● ABOUT THIS TASK: Would you repeat the listing exactly but omit every picture?

━━ EXERCISE DATA ━━

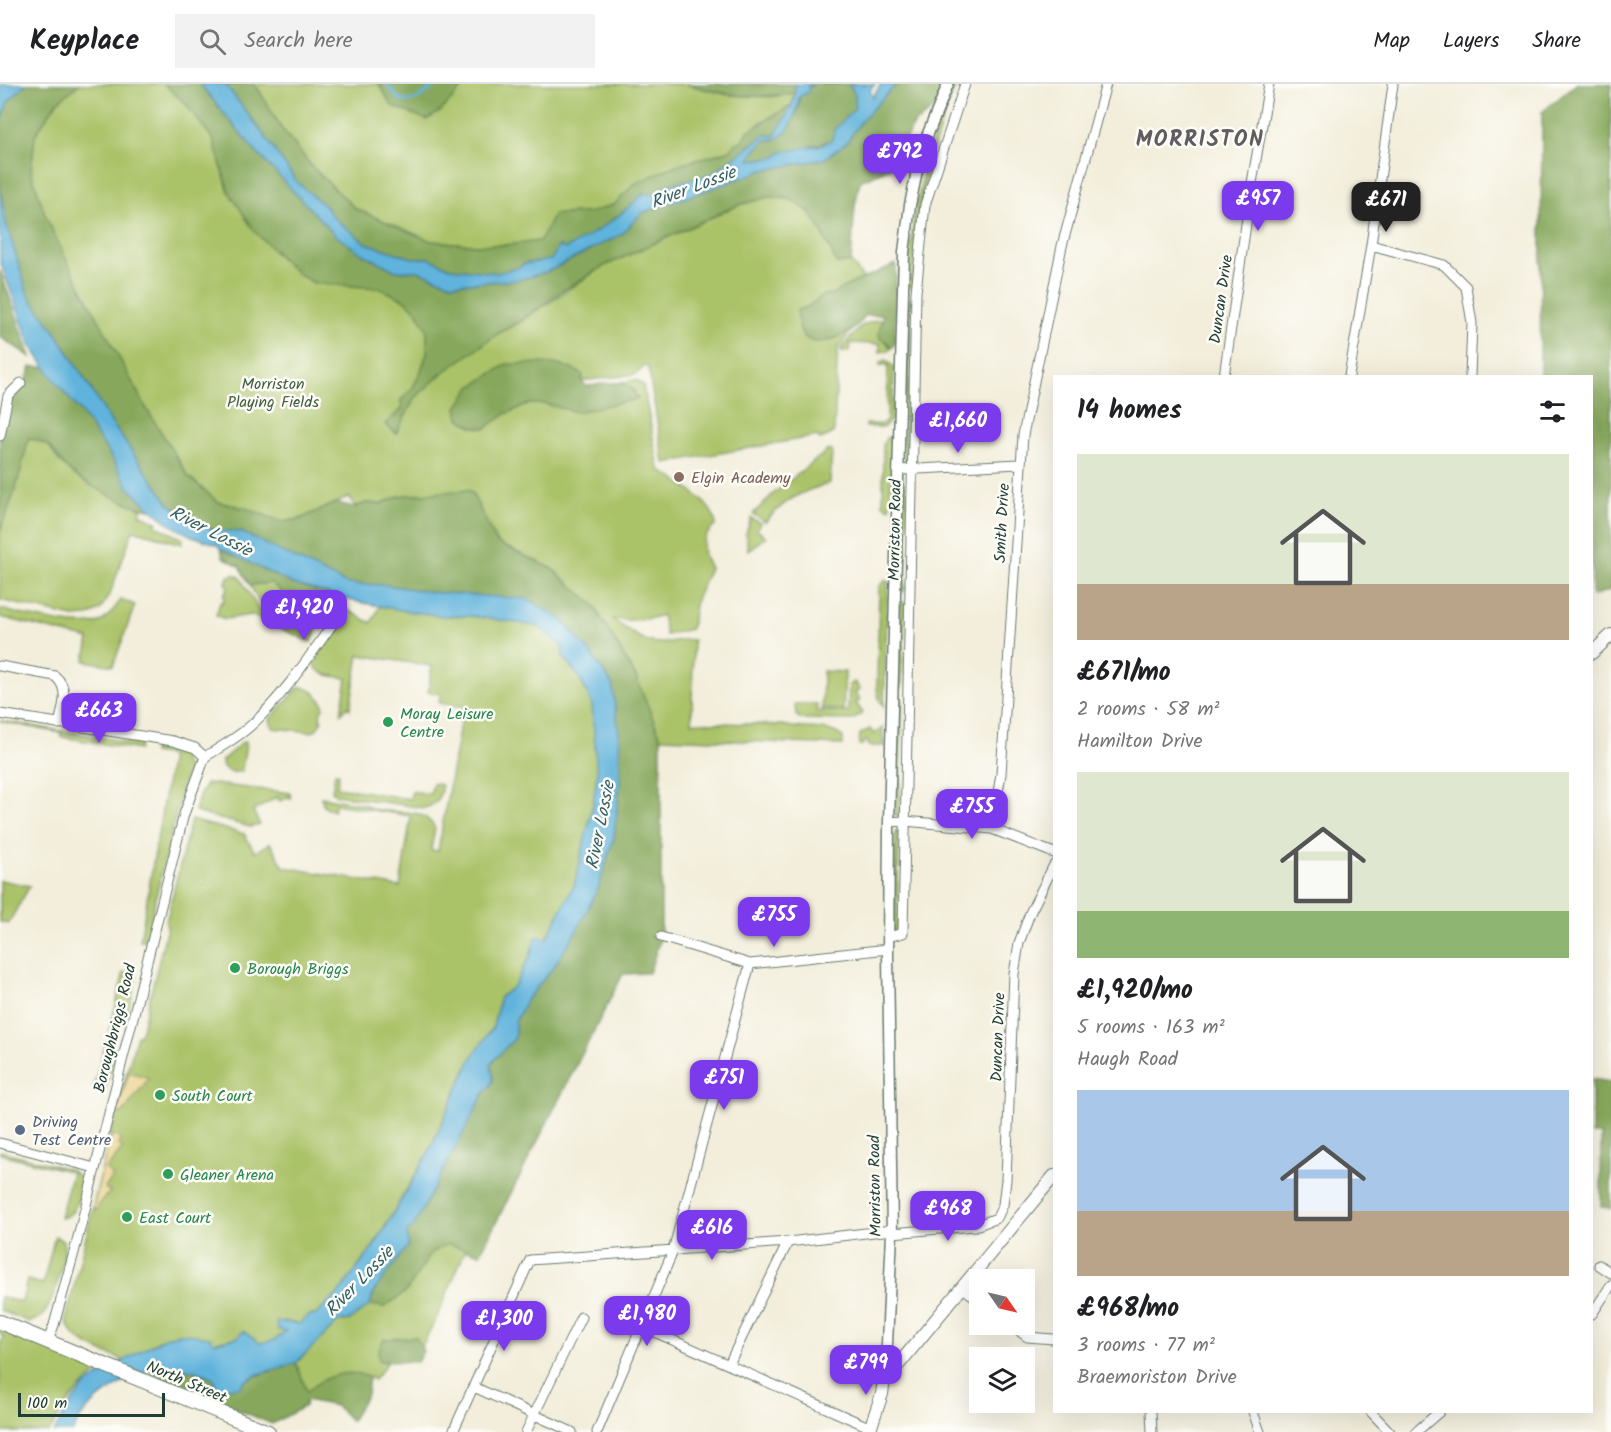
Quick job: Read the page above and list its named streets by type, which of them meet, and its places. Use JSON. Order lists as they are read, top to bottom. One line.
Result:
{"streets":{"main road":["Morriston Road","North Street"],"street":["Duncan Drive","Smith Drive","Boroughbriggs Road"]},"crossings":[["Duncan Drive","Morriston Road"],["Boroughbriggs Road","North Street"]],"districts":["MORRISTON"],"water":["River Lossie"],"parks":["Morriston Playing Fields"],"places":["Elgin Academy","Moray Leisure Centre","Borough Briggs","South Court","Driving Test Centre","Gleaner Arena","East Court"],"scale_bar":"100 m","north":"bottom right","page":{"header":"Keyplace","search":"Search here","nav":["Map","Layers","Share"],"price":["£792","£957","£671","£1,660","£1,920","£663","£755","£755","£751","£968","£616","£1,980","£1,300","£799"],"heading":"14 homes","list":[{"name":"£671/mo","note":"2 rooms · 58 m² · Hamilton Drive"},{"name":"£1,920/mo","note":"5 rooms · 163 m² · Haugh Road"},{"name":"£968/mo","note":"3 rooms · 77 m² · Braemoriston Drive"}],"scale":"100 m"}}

━━━

● RESULT OF THIS EXERCISE:
Quick job: Read the page above and list its named streets by type, which of them meet, and its places. Use JSON. Order lists as they are read, top to bottom. One line.
Result:
{"streets":{"main road":["Morriston Road","North Street"],"street":["Duncan Drive","Smith Drive","Boroughbriggs Road"]},"crossings":[["Duncan Drive","Morriston Road"],["Boroughbriggs Road","North Street"]],"districts":["MORRISTON"],"water":["River Lossie"],"parks":["Morriston Playing Fields"],"places":["Elgin Academy","Moray Leisure Centre","Borough Briggs","South Court","Driving Test Centre","Gleaner Arena","East Court"],"scale_bar":"100 m","north":"bottom right","page":{"header":"Keyplace","search":"Search here","nav":["Map","Layers","Share"],"price":["£792","£957","£671","£1,660","£1,920","£663","£755","£755","£751","£968","£616","£1,980","£1,300","£799"],"heading":"14 homes","list":[{"name":"£671/mo","note":"2 rooms · 58 m² · Hamilton Drive"},{"name":"£1,920/mo","note":"5 rooms · 163 m² · Haugh Road"},{"name":"£968/mo","note":"3 rooms · 77 m² · Braemoriston Drive"}],"scale":"100 m"}}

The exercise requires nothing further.